Below is a list of the allegations, which reportedly all involve staffers under current head coach Hugh Freeze, who was hired in December 2011.

Charges Ole Miss Is Not Contesting

1. Hunting on a booster’s property: According to Ole Miss, the NCAA claims that a recruit took part in a hunting activity on private land near campus that was owned by a booster during his official visit in 2013. The recruit revisited the private land on “two or three” occasions, organized through the football program after he enrolled. This is an alleged Level III violation (Level I is the most serious).
2. Ole Miss provided lodging and transportation for recruits: A former Ole Miss staffer reportedly paid for lodging and transportation for recruiting trips, which is a Level I violation. From Ole Miss:

“Between March 2014 and January 2015, a former staff member (Former Staff Member A) impermissibly arranged for recruiting inducements in the form of lodging and transportation for one prospective student-athlete (Prospective Student-Athlete B) (who enrolled at another institution) and his companions on several visits to campus and for the impermissible transportation of another prospective student-athlete (Prospective Student-Athlete C) on one occasion. The total value of the lodging and/or transportation between the two prospective student-athletes is alleged to be $2,272. It is also alleged that the football program provided approximately $235 in free meals to Prospective Student-Athlete B (who enrolled at another institution) and Prospective Student-Athlete C and the friends of Prospective Student-Athlete B during recruiting visits in this same timeframe.”

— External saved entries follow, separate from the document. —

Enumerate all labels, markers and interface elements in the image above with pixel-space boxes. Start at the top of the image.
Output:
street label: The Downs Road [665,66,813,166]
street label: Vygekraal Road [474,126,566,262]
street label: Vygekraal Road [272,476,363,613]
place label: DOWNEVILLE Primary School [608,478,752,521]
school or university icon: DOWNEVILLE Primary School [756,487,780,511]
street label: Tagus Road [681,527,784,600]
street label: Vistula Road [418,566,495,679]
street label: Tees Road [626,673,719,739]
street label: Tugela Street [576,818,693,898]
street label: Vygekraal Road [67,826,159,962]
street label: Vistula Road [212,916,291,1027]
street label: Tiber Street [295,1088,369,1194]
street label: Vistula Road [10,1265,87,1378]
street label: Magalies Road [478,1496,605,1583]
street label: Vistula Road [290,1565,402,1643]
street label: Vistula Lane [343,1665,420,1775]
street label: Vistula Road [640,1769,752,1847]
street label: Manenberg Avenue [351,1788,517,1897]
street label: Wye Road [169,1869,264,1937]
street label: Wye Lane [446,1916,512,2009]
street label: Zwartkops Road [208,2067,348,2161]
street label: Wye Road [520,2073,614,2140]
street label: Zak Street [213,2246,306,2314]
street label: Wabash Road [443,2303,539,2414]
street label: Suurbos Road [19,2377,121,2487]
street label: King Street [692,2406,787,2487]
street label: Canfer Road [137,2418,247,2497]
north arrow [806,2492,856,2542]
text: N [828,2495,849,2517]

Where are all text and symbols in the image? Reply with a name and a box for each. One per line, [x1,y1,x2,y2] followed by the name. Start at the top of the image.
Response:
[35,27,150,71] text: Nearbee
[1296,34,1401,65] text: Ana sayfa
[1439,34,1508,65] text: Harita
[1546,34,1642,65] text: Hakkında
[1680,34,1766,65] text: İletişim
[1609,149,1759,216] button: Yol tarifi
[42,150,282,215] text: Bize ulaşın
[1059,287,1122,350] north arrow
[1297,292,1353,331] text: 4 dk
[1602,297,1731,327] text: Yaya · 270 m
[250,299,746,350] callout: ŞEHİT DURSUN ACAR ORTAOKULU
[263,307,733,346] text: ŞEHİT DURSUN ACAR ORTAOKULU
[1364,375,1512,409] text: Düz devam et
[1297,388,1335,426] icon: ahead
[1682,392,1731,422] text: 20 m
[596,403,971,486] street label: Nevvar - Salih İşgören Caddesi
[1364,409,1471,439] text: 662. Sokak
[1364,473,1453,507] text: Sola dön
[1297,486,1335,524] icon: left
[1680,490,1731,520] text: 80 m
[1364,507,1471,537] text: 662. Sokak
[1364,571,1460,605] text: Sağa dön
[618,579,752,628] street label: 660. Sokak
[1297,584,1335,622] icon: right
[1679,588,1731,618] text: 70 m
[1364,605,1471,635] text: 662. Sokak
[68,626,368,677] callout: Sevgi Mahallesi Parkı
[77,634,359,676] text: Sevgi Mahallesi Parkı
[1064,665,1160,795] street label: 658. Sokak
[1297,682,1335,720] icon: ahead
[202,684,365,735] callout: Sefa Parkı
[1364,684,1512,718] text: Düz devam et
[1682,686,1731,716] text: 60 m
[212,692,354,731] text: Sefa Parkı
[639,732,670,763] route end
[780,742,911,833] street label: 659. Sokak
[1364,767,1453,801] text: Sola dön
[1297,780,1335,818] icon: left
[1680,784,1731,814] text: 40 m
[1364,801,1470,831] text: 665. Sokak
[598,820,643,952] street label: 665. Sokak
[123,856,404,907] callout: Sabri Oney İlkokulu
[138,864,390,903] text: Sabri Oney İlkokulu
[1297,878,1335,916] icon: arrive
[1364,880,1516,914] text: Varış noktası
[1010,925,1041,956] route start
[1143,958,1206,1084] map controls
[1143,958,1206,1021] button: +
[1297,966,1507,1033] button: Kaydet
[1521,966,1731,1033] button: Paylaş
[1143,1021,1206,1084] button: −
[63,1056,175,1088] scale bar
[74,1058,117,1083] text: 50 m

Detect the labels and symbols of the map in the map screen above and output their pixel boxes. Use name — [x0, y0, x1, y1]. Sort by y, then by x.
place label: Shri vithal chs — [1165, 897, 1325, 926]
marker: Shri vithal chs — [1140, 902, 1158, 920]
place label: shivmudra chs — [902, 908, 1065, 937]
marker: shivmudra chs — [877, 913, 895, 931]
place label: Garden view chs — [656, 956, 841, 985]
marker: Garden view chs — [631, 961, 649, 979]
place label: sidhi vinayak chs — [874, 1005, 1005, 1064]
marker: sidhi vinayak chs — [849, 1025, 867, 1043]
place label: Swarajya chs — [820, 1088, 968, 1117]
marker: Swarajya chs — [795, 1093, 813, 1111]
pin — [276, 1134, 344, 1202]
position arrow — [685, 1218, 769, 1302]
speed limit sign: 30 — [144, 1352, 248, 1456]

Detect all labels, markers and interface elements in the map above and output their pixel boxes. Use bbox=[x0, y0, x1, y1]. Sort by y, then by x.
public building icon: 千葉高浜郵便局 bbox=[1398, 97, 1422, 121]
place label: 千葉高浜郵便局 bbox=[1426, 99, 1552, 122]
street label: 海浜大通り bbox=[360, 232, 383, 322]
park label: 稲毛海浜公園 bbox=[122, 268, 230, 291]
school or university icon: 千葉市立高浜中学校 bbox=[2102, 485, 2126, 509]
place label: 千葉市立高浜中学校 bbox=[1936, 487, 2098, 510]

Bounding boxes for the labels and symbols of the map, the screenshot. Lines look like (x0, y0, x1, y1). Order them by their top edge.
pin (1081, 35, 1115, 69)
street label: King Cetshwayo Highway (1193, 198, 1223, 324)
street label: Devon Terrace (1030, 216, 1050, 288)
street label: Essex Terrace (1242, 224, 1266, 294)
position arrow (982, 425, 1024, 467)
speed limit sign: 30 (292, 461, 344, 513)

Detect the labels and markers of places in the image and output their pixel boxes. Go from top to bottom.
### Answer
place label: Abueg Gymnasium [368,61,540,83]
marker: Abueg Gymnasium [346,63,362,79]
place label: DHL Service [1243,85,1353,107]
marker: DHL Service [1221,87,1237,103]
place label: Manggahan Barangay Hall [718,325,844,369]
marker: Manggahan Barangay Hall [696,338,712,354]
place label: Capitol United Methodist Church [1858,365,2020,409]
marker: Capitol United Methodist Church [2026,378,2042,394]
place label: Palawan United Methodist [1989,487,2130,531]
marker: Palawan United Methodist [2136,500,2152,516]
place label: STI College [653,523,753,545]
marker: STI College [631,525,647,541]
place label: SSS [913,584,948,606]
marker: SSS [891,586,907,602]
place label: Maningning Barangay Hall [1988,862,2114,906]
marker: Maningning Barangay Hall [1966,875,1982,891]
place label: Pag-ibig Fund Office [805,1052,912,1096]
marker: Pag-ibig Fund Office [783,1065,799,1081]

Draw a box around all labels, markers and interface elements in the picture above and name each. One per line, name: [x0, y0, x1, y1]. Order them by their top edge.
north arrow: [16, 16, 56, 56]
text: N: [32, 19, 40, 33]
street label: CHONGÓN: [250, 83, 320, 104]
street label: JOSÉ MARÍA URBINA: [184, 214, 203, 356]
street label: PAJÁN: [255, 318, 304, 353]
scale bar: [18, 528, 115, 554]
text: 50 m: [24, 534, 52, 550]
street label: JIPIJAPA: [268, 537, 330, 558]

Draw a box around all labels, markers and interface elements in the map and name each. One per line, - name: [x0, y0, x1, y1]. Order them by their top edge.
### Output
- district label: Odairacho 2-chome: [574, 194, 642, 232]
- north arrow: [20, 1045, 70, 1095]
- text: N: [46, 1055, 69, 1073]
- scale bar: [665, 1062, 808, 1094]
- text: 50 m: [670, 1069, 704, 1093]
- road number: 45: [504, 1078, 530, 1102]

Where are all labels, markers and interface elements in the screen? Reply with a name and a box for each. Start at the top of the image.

3. Former staff member knowingly engaged in illegal recruiting practices: From March 2014 to February 2015, a former staff member provided “false or misleading information to the institution and enforcement staff in 2016.” Another Level I violation.
4. Contact between boosters and recruits and cash payments: Ole Miss is partially contesting this allegation, but a former staff member is accused of facilitating contact between a recruit and two boosters. It is alleged that this booster provided between $13,000 and $15,600 to the recruit. Level I.

Ole Miss is contesting the following allegations in full:

5. Impermissible merchandise: A former staff member is said to have arranged for a family friend of a recruit to be given merchandise from a booster-owned store in 2013. Another former staff member reportedly arranged for two other recruits to receive merchandise in 2014, 2015 and 2016, the NCAA claims. Level I.
6. Current Ole Miss coach had illegal contact with recruit: The NCAA says that a current Ole Miss coach allegedly had an “impermissible, in-person, off-campus contact” with a recruit in 2014. Level III.
7. Booster gave a recruit money and food: Between March 2014 and January 2015, a booster is said to have given a recruit and his companion money, food, drinks on “two-to-three” dates. The alleged violation is said to have occurred at the booster’s own restaurant. Level I.
8. Hugh Freeze violated “responsibility legislation”: Ole Miss says that Freeze was not personally involved in these violations, but is seen as responsible for the actions of his staff. Per the school:

“Although we disagree, according to the NCAA, Coach Freeze has not rebutted the presumption that he is responsible for his staff’s actions. This is charged as a Level I violation.”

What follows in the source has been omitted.